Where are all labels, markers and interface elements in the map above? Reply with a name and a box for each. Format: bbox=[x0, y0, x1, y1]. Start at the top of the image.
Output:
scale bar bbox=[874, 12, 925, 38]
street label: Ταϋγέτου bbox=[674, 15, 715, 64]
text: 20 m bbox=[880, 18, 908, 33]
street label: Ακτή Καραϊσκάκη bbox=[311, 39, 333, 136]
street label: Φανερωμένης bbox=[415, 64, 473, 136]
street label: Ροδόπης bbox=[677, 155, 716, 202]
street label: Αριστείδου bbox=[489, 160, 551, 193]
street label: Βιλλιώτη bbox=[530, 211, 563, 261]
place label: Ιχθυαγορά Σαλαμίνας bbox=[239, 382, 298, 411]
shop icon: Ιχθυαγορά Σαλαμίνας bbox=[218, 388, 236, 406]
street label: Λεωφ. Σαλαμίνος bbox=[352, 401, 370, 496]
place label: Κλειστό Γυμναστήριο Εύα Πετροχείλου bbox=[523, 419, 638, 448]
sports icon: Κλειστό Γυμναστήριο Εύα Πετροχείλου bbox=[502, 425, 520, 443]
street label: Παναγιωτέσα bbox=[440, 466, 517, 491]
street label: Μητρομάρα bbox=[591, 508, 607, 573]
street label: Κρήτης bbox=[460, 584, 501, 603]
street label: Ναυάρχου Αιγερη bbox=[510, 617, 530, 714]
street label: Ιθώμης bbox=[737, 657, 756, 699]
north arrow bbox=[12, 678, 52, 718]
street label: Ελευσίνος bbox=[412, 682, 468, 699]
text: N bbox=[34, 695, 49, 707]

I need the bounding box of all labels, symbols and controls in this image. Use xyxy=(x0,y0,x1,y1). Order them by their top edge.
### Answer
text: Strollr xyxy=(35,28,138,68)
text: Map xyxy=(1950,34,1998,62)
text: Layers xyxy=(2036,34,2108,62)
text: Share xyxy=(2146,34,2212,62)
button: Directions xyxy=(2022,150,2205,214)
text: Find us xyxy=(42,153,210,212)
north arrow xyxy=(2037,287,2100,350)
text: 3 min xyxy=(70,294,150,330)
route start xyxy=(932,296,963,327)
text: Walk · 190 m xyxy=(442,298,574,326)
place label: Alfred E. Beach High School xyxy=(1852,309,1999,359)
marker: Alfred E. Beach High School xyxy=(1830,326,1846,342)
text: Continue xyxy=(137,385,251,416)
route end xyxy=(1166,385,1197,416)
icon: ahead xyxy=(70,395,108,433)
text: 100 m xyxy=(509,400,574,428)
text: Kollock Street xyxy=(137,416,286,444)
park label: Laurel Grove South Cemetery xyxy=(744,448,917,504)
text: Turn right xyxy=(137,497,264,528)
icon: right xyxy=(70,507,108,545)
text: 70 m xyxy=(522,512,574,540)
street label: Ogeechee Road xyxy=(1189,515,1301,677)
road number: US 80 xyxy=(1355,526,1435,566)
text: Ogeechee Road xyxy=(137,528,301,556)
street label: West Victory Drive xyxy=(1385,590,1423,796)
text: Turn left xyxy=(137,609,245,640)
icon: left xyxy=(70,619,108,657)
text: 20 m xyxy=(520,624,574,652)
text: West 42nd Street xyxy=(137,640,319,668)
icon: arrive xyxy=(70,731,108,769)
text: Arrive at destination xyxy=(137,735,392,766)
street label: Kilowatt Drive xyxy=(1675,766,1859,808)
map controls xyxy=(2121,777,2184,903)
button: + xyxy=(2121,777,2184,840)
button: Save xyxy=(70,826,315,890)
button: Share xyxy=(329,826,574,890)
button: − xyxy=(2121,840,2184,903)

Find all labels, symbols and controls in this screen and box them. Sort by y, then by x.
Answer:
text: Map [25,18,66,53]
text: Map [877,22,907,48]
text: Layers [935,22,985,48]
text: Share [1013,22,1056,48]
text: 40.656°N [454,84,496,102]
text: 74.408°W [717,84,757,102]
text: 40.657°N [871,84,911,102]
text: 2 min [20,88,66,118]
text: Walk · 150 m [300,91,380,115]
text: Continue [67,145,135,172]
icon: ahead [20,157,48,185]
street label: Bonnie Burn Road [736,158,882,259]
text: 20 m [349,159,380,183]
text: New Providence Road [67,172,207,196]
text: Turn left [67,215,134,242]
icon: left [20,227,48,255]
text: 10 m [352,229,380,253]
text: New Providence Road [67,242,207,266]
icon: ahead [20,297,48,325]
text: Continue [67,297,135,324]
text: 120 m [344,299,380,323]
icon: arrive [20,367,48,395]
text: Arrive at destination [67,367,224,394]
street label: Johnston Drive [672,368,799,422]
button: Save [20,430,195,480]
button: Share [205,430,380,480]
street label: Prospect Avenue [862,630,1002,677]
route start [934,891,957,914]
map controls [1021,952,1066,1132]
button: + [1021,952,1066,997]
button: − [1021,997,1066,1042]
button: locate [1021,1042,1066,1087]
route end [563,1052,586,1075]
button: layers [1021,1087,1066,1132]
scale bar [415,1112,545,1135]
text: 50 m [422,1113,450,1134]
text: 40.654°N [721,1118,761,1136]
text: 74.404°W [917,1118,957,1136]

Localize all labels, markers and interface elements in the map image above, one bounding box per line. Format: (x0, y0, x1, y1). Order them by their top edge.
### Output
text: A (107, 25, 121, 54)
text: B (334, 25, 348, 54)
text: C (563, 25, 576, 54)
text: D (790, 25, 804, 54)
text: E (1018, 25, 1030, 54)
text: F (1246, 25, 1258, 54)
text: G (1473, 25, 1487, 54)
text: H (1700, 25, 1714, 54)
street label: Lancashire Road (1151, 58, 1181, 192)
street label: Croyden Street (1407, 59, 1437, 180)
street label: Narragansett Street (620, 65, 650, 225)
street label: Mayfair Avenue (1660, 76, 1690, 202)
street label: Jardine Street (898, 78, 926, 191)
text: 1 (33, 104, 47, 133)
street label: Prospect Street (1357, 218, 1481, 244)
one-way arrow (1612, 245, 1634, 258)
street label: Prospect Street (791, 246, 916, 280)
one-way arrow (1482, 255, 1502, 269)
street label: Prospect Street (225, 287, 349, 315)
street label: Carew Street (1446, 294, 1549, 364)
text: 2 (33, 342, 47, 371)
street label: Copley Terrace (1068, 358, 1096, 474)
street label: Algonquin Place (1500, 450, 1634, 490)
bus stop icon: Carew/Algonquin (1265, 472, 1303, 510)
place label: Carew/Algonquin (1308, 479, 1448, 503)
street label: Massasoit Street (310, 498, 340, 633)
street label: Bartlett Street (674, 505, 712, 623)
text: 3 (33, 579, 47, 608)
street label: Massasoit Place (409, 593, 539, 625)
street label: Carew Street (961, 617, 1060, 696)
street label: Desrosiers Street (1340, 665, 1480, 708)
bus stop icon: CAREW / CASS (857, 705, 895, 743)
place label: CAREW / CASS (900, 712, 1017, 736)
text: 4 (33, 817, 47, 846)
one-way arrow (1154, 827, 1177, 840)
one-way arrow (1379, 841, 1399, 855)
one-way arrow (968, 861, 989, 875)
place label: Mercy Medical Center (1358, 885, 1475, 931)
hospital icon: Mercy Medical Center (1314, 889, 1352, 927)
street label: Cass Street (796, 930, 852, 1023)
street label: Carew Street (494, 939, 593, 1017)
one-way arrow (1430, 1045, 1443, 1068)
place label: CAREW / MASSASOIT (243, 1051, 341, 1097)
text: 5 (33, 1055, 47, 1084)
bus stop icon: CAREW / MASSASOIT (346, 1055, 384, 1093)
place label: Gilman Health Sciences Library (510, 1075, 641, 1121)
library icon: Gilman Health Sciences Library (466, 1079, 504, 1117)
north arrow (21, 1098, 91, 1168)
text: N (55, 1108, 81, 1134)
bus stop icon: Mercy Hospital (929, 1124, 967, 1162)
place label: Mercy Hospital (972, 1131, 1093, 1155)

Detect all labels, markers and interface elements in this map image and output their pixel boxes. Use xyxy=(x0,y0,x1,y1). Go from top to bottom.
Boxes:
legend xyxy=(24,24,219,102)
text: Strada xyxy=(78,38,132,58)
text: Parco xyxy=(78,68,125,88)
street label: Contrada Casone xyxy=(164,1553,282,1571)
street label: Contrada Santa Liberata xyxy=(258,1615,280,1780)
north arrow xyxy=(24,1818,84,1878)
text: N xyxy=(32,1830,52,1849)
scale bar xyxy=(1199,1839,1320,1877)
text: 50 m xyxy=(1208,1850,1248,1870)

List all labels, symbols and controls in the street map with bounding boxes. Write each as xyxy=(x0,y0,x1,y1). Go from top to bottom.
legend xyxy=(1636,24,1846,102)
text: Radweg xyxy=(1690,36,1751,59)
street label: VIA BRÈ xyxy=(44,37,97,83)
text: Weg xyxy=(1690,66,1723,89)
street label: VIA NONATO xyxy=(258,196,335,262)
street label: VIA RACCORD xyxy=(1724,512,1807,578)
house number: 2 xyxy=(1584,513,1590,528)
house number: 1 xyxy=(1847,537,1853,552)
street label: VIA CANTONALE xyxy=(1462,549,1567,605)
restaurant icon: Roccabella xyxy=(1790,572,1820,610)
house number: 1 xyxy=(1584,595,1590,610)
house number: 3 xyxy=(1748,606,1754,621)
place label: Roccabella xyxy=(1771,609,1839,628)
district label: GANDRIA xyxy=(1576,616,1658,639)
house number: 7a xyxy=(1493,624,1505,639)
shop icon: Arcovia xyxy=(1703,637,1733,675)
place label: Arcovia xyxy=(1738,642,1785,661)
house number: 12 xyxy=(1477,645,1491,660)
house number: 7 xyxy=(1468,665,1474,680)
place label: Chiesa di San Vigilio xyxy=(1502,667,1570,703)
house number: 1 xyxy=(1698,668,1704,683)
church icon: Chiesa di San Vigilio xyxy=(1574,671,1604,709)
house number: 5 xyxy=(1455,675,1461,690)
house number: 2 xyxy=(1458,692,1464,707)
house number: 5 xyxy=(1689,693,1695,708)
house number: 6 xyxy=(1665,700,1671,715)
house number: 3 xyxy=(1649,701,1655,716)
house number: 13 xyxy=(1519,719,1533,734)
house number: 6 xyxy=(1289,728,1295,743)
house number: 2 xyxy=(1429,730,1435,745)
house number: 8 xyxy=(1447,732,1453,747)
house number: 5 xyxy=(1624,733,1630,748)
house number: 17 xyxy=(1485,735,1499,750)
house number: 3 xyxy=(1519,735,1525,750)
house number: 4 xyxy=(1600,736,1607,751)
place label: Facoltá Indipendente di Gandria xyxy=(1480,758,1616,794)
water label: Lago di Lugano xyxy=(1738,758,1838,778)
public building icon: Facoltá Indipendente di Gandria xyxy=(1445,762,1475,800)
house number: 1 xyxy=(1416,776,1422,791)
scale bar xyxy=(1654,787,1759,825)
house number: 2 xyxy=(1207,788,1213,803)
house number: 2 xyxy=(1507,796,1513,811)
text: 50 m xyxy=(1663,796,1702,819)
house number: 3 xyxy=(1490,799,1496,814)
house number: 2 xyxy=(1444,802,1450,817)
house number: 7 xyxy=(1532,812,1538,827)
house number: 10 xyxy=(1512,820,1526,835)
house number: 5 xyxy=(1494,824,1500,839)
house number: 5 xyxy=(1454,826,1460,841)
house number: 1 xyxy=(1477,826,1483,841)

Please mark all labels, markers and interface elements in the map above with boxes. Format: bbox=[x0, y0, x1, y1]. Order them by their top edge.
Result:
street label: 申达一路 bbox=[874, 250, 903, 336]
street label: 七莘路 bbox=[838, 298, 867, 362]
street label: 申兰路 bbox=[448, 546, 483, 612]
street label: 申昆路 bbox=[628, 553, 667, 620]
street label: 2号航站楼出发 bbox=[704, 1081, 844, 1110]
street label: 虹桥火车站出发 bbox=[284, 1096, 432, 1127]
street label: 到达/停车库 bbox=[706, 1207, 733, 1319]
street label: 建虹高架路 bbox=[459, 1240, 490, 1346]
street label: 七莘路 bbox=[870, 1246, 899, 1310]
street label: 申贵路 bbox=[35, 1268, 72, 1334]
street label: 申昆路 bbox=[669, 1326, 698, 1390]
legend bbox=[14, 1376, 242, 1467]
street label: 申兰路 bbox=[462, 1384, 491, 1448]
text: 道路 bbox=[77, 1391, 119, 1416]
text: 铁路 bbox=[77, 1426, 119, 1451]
-*-
## TASK
Among the lines above, find those that contain the word "Arcovia" and copy them.

## WRITTEN SOLUTION
shop icon: Arcovia xyxy=(1703,637,1733,675)
place label: Arcovia xyxy=(1738,642,1785,661)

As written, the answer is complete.